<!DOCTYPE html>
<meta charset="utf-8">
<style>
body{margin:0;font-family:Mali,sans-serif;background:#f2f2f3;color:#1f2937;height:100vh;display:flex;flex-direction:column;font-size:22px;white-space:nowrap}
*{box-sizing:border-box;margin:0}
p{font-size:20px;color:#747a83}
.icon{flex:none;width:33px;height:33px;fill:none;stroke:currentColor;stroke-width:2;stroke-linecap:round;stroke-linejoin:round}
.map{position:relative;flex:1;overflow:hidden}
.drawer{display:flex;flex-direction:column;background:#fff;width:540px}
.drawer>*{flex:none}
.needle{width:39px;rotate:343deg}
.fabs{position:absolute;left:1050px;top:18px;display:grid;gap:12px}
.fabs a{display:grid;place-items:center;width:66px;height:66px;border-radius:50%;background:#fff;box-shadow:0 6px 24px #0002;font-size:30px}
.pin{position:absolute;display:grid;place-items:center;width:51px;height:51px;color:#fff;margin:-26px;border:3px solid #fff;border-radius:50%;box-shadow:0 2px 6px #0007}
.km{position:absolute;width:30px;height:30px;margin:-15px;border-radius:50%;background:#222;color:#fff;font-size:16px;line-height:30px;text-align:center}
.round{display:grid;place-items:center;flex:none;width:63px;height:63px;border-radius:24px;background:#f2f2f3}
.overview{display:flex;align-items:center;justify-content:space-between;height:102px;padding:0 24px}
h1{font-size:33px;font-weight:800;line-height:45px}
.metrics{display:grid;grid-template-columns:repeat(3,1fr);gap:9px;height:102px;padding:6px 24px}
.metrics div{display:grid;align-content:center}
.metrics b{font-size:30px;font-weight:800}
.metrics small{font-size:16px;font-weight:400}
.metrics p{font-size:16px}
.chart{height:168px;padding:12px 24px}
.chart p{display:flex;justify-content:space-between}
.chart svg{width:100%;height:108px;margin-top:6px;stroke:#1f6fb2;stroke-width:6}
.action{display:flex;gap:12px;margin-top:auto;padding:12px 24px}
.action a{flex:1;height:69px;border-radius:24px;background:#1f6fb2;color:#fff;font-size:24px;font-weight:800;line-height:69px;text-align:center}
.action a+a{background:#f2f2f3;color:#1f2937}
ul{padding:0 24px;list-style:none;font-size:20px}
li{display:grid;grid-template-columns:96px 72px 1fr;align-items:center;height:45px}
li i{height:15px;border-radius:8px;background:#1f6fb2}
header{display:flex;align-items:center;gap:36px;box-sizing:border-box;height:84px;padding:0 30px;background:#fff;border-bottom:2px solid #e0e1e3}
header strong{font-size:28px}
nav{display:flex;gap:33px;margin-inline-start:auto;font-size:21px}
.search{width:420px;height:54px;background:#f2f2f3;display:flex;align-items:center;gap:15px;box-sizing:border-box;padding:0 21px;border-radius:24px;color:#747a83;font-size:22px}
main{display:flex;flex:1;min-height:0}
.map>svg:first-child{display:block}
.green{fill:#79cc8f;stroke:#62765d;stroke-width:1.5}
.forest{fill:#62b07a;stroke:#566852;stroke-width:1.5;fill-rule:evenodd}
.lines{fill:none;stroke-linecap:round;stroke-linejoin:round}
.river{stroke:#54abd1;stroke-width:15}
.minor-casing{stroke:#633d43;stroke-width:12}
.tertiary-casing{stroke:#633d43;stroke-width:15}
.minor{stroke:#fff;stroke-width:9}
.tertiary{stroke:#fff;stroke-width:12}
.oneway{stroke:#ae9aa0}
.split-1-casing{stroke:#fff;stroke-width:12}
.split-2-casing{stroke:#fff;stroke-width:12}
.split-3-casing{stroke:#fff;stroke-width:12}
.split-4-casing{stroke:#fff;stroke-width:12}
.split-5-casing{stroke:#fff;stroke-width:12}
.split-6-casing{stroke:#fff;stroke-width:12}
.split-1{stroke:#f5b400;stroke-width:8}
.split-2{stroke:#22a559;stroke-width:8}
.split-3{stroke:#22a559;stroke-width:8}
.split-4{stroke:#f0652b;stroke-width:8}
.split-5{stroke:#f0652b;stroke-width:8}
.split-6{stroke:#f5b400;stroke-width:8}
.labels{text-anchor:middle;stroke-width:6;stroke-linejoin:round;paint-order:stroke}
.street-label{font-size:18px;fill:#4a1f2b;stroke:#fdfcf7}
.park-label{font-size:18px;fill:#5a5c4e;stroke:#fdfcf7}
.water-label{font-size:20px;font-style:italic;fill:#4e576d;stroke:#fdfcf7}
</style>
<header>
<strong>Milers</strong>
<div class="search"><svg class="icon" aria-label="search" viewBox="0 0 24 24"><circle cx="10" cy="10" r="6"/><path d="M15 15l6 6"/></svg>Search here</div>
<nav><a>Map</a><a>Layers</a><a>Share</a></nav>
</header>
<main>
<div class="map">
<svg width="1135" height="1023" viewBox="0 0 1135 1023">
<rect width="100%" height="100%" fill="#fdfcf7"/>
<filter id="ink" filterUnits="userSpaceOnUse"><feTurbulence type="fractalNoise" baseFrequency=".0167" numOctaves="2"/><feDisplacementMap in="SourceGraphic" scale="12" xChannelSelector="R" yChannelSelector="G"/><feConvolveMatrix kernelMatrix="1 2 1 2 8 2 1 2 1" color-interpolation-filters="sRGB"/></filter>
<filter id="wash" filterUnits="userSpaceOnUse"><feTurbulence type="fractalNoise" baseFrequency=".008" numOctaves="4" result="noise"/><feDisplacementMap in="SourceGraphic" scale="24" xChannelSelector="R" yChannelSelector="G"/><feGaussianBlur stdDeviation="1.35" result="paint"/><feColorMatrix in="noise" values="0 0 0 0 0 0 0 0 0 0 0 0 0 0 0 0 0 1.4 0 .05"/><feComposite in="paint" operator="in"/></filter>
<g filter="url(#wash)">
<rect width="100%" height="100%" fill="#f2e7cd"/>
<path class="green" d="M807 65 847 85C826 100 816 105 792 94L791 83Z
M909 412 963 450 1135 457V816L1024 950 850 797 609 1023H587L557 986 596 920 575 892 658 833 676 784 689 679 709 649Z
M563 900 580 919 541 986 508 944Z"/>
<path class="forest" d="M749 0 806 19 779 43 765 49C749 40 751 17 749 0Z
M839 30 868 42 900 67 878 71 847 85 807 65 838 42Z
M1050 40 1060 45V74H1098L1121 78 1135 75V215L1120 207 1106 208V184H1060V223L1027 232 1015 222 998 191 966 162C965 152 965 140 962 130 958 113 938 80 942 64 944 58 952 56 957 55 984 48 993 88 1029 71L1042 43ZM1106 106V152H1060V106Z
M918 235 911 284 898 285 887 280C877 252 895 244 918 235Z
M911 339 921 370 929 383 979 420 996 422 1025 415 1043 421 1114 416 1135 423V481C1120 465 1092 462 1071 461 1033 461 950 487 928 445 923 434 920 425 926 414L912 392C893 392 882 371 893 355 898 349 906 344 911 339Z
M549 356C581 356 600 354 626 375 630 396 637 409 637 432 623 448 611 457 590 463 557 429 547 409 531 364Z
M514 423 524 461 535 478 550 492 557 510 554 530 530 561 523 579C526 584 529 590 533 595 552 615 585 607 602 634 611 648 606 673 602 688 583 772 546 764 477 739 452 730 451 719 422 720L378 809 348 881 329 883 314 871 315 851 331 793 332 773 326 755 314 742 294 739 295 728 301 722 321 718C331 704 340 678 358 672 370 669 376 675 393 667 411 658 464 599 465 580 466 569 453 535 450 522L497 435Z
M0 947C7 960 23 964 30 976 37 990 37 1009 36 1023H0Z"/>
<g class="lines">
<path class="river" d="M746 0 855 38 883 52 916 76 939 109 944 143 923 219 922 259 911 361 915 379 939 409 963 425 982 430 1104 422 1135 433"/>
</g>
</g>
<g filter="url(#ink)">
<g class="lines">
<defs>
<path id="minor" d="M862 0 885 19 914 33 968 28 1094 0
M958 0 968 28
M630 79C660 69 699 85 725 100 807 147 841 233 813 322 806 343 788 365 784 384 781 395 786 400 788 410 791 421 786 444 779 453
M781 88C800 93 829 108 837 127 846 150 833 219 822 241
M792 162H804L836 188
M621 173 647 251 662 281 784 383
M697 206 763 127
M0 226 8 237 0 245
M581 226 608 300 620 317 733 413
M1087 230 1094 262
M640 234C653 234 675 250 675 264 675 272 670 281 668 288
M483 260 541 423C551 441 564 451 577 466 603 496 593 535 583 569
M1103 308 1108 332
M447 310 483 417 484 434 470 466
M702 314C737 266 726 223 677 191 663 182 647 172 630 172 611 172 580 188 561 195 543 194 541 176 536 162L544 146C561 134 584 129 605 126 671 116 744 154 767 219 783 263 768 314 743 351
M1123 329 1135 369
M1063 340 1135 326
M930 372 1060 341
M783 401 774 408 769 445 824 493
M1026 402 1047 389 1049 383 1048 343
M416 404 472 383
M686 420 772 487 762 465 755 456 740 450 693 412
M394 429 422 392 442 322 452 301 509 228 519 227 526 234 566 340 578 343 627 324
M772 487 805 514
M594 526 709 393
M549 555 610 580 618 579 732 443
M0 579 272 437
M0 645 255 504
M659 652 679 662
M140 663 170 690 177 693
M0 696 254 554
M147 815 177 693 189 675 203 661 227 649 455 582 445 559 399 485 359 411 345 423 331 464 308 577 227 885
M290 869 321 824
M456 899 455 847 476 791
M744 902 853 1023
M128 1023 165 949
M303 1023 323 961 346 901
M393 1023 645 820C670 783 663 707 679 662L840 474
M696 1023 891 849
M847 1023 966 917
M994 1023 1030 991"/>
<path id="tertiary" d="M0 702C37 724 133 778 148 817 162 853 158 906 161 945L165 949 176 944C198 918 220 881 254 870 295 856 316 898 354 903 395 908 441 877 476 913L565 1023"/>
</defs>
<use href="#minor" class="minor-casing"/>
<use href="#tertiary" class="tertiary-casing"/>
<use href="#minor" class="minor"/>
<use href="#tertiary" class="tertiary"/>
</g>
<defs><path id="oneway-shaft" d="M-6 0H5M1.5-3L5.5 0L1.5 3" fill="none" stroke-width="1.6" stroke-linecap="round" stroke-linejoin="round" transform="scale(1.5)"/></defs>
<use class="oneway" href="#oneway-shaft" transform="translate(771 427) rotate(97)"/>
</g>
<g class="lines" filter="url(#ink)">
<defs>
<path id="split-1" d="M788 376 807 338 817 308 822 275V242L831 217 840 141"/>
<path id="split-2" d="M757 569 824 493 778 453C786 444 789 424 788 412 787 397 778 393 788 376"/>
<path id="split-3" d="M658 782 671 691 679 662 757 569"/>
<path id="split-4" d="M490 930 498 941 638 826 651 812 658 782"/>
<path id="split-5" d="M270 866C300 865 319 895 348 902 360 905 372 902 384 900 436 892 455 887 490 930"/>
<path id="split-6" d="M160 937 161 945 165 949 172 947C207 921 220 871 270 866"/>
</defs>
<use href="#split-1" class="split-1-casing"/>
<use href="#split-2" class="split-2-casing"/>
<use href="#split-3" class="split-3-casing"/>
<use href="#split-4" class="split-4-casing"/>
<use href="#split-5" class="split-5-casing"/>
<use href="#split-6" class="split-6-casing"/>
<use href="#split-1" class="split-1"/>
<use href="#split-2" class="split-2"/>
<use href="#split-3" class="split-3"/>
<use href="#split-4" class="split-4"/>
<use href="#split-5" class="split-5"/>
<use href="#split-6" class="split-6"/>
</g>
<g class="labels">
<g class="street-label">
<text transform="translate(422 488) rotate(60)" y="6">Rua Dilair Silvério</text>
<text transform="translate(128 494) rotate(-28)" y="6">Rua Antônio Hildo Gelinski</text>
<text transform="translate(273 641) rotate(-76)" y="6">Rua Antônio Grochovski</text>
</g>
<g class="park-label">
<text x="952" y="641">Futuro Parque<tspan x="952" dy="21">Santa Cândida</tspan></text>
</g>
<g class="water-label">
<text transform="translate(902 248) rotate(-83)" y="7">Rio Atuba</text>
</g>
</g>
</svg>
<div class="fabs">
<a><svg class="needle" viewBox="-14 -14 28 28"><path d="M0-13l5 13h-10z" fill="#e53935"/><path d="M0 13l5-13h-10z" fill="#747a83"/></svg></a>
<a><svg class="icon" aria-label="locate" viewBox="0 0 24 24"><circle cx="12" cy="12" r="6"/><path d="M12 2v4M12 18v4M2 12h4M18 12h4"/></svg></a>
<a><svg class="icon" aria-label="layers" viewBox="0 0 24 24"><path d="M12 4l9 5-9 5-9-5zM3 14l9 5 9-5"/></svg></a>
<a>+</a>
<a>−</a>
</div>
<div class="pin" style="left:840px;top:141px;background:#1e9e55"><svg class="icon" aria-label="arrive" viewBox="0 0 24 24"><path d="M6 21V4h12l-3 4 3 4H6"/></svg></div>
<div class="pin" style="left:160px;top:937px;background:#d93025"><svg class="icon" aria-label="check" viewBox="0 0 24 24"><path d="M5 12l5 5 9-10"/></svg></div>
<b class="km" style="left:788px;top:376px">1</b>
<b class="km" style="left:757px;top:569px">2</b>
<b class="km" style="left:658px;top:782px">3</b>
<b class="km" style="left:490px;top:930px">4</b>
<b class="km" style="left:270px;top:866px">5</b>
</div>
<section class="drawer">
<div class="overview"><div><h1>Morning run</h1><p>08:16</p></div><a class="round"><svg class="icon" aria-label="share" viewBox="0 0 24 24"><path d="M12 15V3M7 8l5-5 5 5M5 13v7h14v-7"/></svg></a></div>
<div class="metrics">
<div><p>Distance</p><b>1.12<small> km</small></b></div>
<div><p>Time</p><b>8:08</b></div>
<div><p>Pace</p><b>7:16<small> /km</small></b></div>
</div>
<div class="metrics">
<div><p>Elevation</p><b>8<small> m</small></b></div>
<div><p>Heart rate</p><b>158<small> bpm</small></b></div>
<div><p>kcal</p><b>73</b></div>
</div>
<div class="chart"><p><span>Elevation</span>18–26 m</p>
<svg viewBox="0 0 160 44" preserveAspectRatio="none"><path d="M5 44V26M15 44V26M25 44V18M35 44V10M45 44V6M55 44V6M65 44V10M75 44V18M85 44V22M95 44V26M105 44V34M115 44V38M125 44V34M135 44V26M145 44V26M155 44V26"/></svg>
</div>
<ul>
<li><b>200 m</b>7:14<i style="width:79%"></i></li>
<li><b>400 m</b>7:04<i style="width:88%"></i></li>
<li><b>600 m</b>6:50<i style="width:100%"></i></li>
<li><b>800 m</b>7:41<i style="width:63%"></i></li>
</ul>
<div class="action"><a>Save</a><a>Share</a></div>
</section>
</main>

========================

◆ Your goal ◆
Copy every line above that holds the word "userSpaceOnUse".

◆ Answer space ◆
<filter id="ink" filterUnits="userSpaceOnUse"><feTurbulence type="fractalNoise" baseFrequency=".0167" numOctaves="2"/><feDisplacementMap in="SourceGraphic" scale="12" xChannelSelector="R" yChannelSelector="G"/><feConvolveMatrix kernelMatrix="1 2 1 2 8 2 1 2 1" color-interpolation-filters="sRGB"/></filter>
<filter id="wash" filterUnits="userSpaceOnUse"><feTurbulence type="fractalNoise" baseFrequency=".008" numOctaves="4" result="noise"/><feDisplacementMap in="SourceGraphic" scale="24" xChannelSelector="R" yChannelSelector="G"/><feGaussianBlur stdDeviation="1.35" result="paint"/><feColorMatrix in="noise" values="0 0 0 0 0 0 0 0 0 0 0 0 0 0 0 0 0 1.4 0 .05"/><feComposite in="paint" operator="in"/></filter>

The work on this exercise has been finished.